A&E suspends production after Dog’s racial slur
Nov 01, 2007 by Ian Evans
Duane “Dog” Chapman, star of A&E’s Dog the Bounty Hunter, is in the doghouse with the cable network after the National Enquirer released audio of a phone conversation where the 54-year-old repeatedly used the N-word.
Chapman apologized for the comments made in a phone conversation with his son Tucker, where he used the word in reference to his son’s black girlfriend. In one part of the recording Chapman says that, “I’m not going to take a chance ever in life of losing everything I’ve worked for 30 years because some (expletive) ****** heard us say ‘******’ and turned us into the Enquirer magazine.”
Duane Chapman apologized for the tirade and released a statement where he said that he had the “…utmost respect and aloha for black people who have suffered so much due to racial discrimination and acts of hatred. I did not mean to add yet another slap in the face to an entire race of people who have brought so many gifts to this world. I am ashamed of myself and I pledge to do whatever I can to repair this damage I have caused. My sincerest, heartfelt apologies go out to every person I have offended for my regrettable use of very inappropriate language.
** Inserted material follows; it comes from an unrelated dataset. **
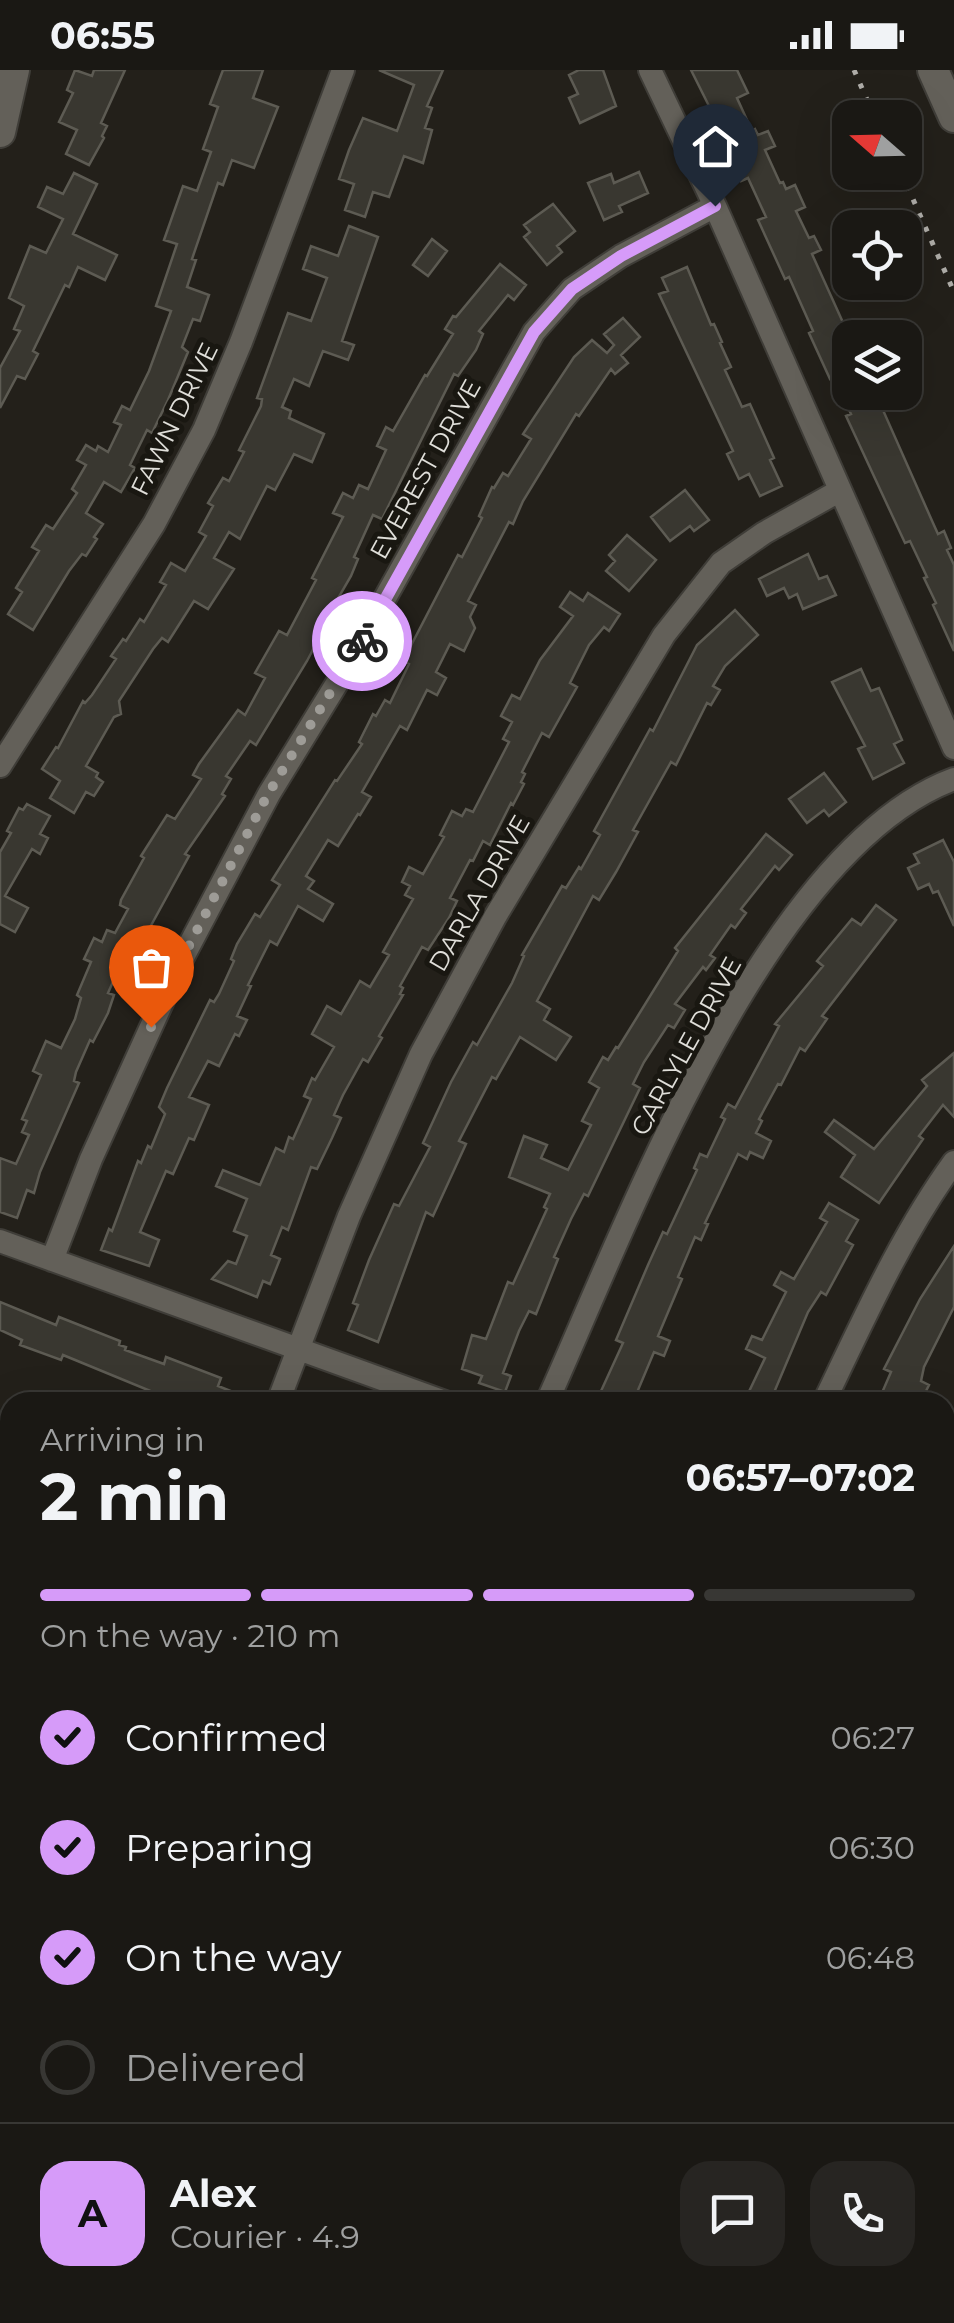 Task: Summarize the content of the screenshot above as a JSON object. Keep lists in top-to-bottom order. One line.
{"streets":{"street":["FAWN DRIVE","EVEREST DRIVE","DARLA DRIVE","CARLYLE DRIVE"]},"north":"left","page":{"status":"06:55","heading":["2 min","Arriving in","06:57–07:02"],"panel":["Alex","Courier · 4.9"],"bar":"On the way · 210 m","list":[["Confirmed","06:27"],["Preparing","06:30"],["On the way","06:48"],"Delivered"],"round":"A"}}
I am deeply disappointed in myself for speaking out of anger to my son and using such a hateful term in a private phone conversation.”
Dog’s show, the highest-rated series on A&E, has had its production suspended while the network investigates the matter and decides what steps to take.
Chapman has already met with his spiritual adviser, Rev. Tim Storey, an African-American who performed Chapman’s wedding. He said he hopes to reach out to other black leaders and is already trying to arrange a meeting with Rev. Al Sharpton.